(Items from a data source)

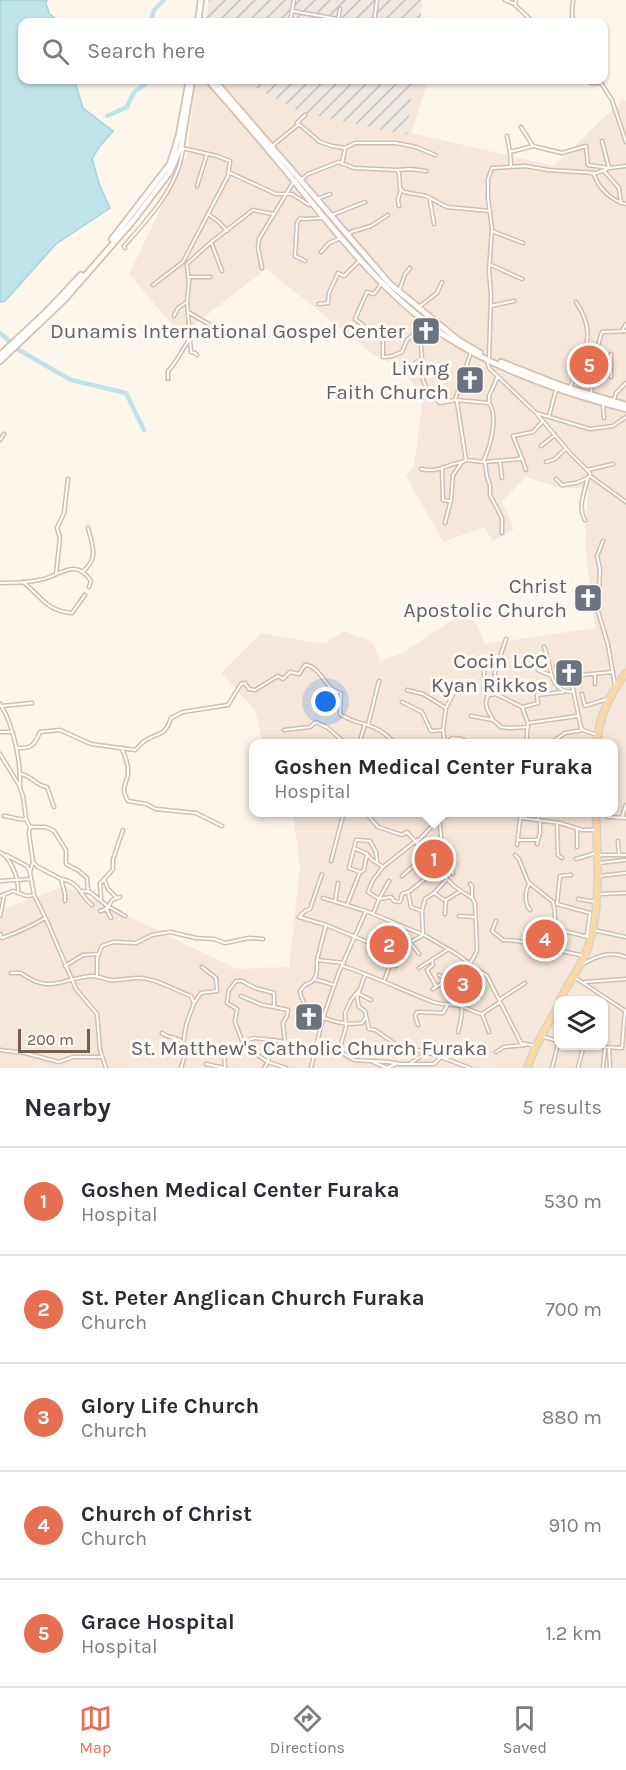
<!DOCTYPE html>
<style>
body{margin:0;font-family:Karla,sans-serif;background:#f7f7f7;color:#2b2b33}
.controls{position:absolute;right:18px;bottom:18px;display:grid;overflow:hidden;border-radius:12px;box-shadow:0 2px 4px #0004}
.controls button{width:54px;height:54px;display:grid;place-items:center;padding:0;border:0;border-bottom:2px solid #e1e1e2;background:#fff;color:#2b2b33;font:30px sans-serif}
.scale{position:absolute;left:18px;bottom:15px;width:72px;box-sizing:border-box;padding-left:6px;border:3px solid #7a5c4d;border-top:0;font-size:16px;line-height:21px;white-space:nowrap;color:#7a5c4d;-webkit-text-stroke:4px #fffaf3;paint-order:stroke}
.you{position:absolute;left:326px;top:702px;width:21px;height:21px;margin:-15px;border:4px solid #fff;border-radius:50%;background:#1a73e8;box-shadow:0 0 0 9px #1a73e833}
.badge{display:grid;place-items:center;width:39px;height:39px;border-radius:50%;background:#e76f51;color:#fff;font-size:20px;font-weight:700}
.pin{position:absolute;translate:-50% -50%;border:3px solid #fff;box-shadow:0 2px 6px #0006}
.popup{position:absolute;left:249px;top:739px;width:369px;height:78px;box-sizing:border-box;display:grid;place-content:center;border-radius:12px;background:#fff;filter:drop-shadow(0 2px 4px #0005);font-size:20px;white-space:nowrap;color:#7c7c81}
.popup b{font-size:22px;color:#2b2b33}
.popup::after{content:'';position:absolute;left:50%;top:100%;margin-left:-12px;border:12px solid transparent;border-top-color:#fff}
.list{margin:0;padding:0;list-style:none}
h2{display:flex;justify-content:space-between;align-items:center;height:78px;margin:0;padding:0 24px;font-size:26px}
h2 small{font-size:20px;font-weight:400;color:#7c7c81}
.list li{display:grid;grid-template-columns:39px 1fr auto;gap:18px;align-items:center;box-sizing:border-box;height:108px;padding:0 24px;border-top:2px solid #e1e1e2}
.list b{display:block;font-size:22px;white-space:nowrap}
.list p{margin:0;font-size:20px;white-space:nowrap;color:#7c7c81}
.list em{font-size:20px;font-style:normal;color:#7c7c81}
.icon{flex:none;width:33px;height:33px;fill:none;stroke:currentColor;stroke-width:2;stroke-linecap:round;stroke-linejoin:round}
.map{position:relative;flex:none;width:626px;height:1068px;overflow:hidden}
.search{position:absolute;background:#fff;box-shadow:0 2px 4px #0004;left:18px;right:18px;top:18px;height:66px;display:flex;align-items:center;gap:15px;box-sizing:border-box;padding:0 21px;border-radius:12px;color:#7c7c81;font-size:22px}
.sheet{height:618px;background:#fff}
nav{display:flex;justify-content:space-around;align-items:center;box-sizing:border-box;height:84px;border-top:2px solid #e1e1e2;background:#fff;font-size:16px;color:#7c7c81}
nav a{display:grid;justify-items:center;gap:3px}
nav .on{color:#e76f51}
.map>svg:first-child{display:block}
</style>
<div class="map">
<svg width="626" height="1068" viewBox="0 0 626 1068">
<defs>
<pattern id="industrial-furrows" width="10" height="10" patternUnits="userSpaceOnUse" patternTransform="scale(1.5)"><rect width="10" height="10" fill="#efe9e4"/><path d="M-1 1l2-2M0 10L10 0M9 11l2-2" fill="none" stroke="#c7c0bb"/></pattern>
</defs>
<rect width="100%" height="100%" fill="#fdf6ec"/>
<path fill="#f5e8da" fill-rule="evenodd" d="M195 80H429L411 133 554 166 623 99 626 101V1068H0V910L65 886 237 969 289 967 300 867 293 813 614 812V744L263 743 255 710 221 673 261 633 324 644 344 631 373 642 380 661 403 653 469 609 485 644 595 628 585 544 588 488H560L526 477 502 501 514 529 493 541 484 527 443 542 406 476 414 466 423 397 402 368 374 355 266 269 181 335 129 274 188 152ZM558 1000H604V1046H558Z"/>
<path fill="url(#industrial-furrows)" d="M209 0H423L420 22H205Z
M246 80H413L407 135 300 112 255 87Z"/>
<path fill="#d8ecc9" d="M479 977 492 987 482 1000 469 990Z"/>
<path fill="#bfe3e8" stroke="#a5d3da" stroke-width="1.5" d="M0 0H47L46 3 49 13 56 19 53 22H22V80H81L76 85 83 108 113 131 99 147 92 159 100 186 110 208 56 244 5 301 0 302Z"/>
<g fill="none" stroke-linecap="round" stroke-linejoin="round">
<path stroke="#bfe3e8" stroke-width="4.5" d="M151 22 154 10 164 0
M107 116 127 107 134 92 151 80
M0 333 19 350 71 380 126 393 144 430"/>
<g stroke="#d1beb0" stroke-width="5">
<path id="minor" d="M505 0 515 4
M516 0 515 5 533 22
M573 0 572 13 573 22
M292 11 338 19 340 9
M254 20 274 22
M290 22 294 0
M374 22 377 0
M582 80 591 83H601L612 100 626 142
M297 123 305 115
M521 127 533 146 562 153 586 146 588 165 609 168 602 141
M507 136 510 152
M272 146 299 124 320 142 332 146 345 148 355 143H396L416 147 435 155
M342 164 345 149
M511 166 510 152 533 146
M397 170 411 169 426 171
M228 172 276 194H292L309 205
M605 172 619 188 621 203
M591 173 594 174C598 188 612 201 626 204
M301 180 308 174 339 162 354 168 397 170 399 173 400 188 404 192 426 196 447 207 490 211
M197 186 207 154
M317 199 330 194
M430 200 434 224
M399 206 398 200 401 189
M208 214 219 222 227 231
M332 215 365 202
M492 231 523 243
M348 236 351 232 371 226 388 215
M211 242 222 271
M125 248 124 246C149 218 179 186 183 148
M321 252 329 243 341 238
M305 261 295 256 297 223 300 218 303 219 322 218
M187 264 210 243 253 210 273 214
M491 265 522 279
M187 266 189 282 187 301 191 352 195 353 197 355
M262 268 258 248 259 239 294 181
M188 277H210
M153 285 183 262 228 176 230 161 217 156 182 148
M399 291 405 274 410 268
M319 304 328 303 329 293 338 273 344 276 359 261
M491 306 514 301
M419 307 437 293 442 282
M188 312 212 326V334
M174 316 178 308 187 302
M426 322 420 329 422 360 416 362 426 387 440 403 455 400 457 402 466 460
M363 325 355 319 367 292 374 294 382 283
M622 331 626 324
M383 333V357L392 356 402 352 407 340 420 329
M471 352 455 400 489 403
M611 354V377
M489 358 491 295 489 271 492 229 488 198V179L492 168 525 166 548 170 597 173 609 168 626 166
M487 361 489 368 536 413 570 453 590 473V476L626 502
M596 368H610
M168 379V371C177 362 182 349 190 339
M570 388C581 354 600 337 576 302
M591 393C594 372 595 351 602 332L626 331
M614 400 616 393 626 383
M603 403 604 418
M536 413 590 429 613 426 626 417
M549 416 556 390
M0 440 4 434
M541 446 555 435
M522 458 526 470
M500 461 502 478
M483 462C490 447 499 417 489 403V396L498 376
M485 462 487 477 490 485V495L502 518V533
M546 462 555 459 566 448
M442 468 443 500 449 501
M421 469C438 473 445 465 462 462
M587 470 613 464
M556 479 562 485 576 483 588 478
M585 520C577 507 585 491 588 477
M445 523 451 500 453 475 462 462 466 460 485 462 520 459 521 456 513 436 533 432 543 421
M603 541 597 556 600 569 598 611 608 645 615 685
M82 572C99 559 93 547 88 528
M56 574 60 538 57 528 64 513 68 479
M23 582C42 597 46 611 72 613L85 595
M0 583C13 583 26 583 39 580 60 577 74 556 91 581L89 587
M544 647C553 666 546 691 573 692
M556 666 572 684 581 728 583 730 597 735
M577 666 581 675 613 672
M538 670 552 676
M484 671V692L489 695 496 694 522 707 528 723 526 744
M595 675V684
M572 684 581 675
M407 690 423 694 446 708
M493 693 495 672 506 639
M582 694 585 706 607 699
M488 696C483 705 489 712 493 720
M402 702 422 712 431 731 443 730 445 744
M0 704C14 725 21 763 20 787
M2 706 32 703
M523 707 538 703 537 695 563 692
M471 716 493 720 501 727 509 728 528 727
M528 723 578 716
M368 725 379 681
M284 730 310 727 316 722 328 728 346 744
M443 730 446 708 454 692
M0 732H11
M551 743 565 733 583 730
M359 744 365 724
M446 744 452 738 462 739 469 744
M18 748C32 749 35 744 40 732L60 730 91 744 135 750C139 747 142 742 146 740 160 732 165 736 171 718L183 712 228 705 241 684 245 683 249 689 255 690 278 676 283 679 290 672 299 674 305 665C317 665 323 681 332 689 332 689 340 693 341 693L340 714C350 722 366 723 377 729 386 733 390 740 397 744
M122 748C125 757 129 764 128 773 128 784 119 785 128 801L146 804 156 809 196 813 222 826
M0 754 19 785 23 796 26 819 30 827 29 834 33 862 30 872 34 895 47 921 76 989 97 1014 100 1050 106 1068
M20 774C32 775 34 785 47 787L54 807
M365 812 378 827 402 835 407 832 415 841
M601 812 608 817 626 818
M314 813 315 812
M4 816C12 816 18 821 26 819
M622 817 626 805
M521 818 560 823 582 830H594
M538 820 539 812
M557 823 558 855 562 858
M30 827H46L54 831 66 850V864L79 871 87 878 88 891
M577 829V847
M519 840H537
M618 841 619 855
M537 844 540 833V820
M517 845 521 812
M354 848 367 854 371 859 383 867
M0 852C12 859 19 880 18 893
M6 855 27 866 30 872
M515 855 519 859 528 882 553 902C556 910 554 921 556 929L588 937
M599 855H626
M576 859 596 853
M331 861 344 812
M33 862 38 867 61 879 65 894V901
M441 862 450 861 453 874
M599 863 625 860
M438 865 443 855 439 817
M361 872 364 870 367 854
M322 874 310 909 305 911 299 917 326 925 387 950
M571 875 560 876 557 904 590 913 587 936
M402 876 427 854
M599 876 626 873
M61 879C80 882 80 896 92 905
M104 879 108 889 117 898
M0 881 31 879
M389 881 379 899 368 892 373 880 383 867 417 840
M470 884 472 886V898
M529 884C525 891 524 903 530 910
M82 891 90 892 106 905 125 916
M434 893 446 901
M600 894 626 893
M0 896 13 891 27 896 34 895
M323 898 366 911
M101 899 100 884 113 869V859L123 830
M578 899 596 902
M335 902 338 883
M347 905 360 872 349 868 356 840 370 841 376 852 377 862
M106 908 111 918
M100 911 107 909 112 900 120 897
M422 911 425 899 434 893 447 879
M373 914 379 899 391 897 394 901 400 902 402 894 410 891 440 867
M445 914 446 900 459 892
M0 916 4 896
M459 916 475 917
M496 921 492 931 503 940 518 941 584 956
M326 925 317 960 344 963
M593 930 626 937
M541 933 558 931
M0 934 2 938C16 933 32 926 45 918
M383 940 402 947
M410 942 419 954
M397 950 423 935 422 911 411 907 408 892
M317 960C317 973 318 981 305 985L300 991C301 1001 307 1005 309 1013 328 1019 341 1026 362 1023L366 1017
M432 960 433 965 427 970 436 986
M583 964C597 956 610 951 626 957
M65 966 83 955 98 954
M343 966C373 976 402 990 433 1002 442 1005 451 1004 460 1006 468 1008 475 1013 482 1014L500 1002
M419 968 447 950
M11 973H21C51 995 62 978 92 976 99 976 104 979 110 980 120 981 129 978 138 978 156 978 174 990 191 996L194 1003 186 1025 182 1052 185 1055 181 1068
M365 975 357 997 359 1007 365 1011 369 1029 375 1030 397 1045 433 1054 470 1068
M439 975C463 991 466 1005 458 1032
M97 977V958L102 946 113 942 136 943 152 935 170 932 196 938 214 939 225 943 249 938 263 939
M574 977 624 1010
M314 979 334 985
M384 981 390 965 396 966
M585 982 626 979
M433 989C449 978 471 970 477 950L475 903 472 898 455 887 447 879 443 870 416 843 437 821 441 812
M359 994 371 1000
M241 996 262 1005 274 1007
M499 1000 525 983
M194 1003 201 993 217 991 216 978 202 967
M482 1014 489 1032
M418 1025 415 1016 417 1012 443 1013 448 1004
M162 1033C167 1038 179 1037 182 1042
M544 1037 558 1041
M273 1040 285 1042
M243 1042 254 1038 272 1040 268 1062 286 1068
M584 1046 622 1048 625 1010
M609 1048 610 1068
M224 1049 225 1068
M318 1049 342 1053 354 1060 389 1062 400 1064H434L441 1057
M0 1050 25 1053 59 1062 73 1057H102
M496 1052 504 1047 525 1045
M341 1053V1044L346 1027 345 1013 351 1000 359 990
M373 1062 387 1068
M411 1063 421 1056 428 1053
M206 1064 224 1068
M264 1068 268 1062 244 1046 235 1022 237 1009 227 1003 229 990 236 981H242L255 988 274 993V1007L288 1010 287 1016 283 1023 285 1042 316 1052
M311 1068 323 1018 339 972 366 911 426 936 455 953 487 976 521 1043 536 1046
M387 1068 396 1064
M552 1068 558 1044
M578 1068 583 1048 580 1046
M603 1068 605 1048"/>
</g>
<g stroke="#d6c0b0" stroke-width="8">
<path id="secondary" d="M198 22 201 0
M208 80C239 115 270 151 299 187 343 241 387 297 445 336 499 371 564 393 626 409
M214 80 390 284 458 340 480 353
M112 239 170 164 179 135 189 80
M0 355 45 313 81 275
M0 361 65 299 132 222 170 172 181 147 192 80
M501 362 562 386 626 405"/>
</g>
<g stroke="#dad1cd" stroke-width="9">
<path id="primary" d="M597 744C598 719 610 693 626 673
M560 1000C568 982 582 966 588 947 602 907 597 854 596 812
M527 1068 536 1046 558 1006"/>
</g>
<use href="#minor" stroke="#fff" stroke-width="2"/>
<use href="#secondary" stroke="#fff" stroke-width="4.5"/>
<use href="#primary" stroke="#fbd9a5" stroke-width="6"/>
</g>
<defs>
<g id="church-square" transform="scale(1.5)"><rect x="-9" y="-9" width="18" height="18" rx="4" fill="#6b7280" stroke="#fffaf3"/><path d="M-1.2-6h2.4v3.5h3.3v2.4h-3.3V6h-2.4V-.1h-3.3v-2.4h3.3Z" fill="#fff"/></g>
</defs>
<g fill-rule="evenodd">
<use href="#church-square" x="426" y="331"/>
<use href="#church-square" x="470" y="380"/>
<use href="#church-square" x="588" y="598"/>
<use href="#church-square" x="569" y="673"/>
<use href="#church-square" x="309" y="1017"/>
</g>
<g text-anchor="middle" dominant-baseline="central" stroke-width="6" stroke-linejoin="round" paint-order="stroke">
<g font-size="21" fill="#5b616d" stroke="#fffaf3" text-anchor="end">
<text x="405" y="331">Dunamis International Gospel Center</text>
<text x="449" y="368">Living<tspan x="449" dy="24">Faith Church</tspan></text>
<text x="567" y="586">Christ<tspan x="567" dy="24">Apostolic Church</tspan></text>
<text x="548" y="661">Cocin LCC<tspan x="548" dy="24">Kyan Rikkos</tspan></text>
<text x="309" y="1048" text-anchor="middle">St. Matthew's Catholic Church Furaka</text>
</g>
</g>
</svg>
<div class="controls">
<button><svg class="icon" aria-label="layers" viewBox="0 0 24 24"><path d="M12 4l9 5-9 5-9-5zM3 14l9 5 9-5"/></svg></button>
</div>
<div class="scale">200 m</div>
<div class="you"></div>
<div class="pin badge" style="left:434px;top:859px">1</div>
<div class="popup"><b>Goshen Medical Center Furaka</b>Hospital</div>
<div class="pin badge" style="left:389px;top:945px">2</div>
<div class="pin badge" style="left:463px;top:984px">3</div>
<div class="pin badge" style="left:545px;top:939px">4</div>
<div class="pin badge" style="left:589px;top:365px">5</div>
<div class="search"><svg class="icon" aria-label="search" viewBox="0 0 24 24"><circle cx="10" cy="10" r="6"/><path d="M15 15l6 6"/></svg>Search here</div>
</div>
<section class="sheet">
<h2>Nearby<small>5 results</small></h2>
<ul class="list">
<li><span class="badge">1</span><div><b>Goshen Medical Center Furaka</b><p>Hospital</p></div><em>530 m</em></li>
<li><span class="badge">2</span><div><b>St. Peter Anglican Church Furaka</b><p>Church</p></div><em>700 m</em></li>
<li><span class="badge">3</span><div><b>Glory Life Church</b><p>Church</p></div><em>880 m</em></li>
<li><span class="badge">4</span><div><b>Church of Christ</b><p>Church</p></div><em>910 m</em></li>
<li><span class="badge">5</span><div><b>Grace Hospital</b><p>Hospital</p></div><em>1.2 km</em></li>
</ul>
</section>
<nav>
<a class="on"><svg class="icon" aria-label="map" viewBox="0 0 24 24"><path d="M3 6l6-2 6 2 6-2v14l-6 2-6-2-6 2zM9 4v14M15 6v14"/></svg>Map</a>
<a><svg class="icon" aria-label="directions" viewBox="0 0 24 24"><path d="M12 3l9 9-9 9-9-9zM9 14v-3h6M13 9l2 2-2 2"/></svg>Directions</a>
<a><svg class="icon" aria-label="saved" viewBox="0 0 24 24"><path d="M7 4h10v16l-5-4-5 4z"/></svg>Saved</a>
</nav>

> **AIM OF THE EXERCISE**:
Find the lines that mention "sheet" in the entries and show them.

> **RESPONSE**:
.sheet{height:618px;background:#fff}
<section class="sheet">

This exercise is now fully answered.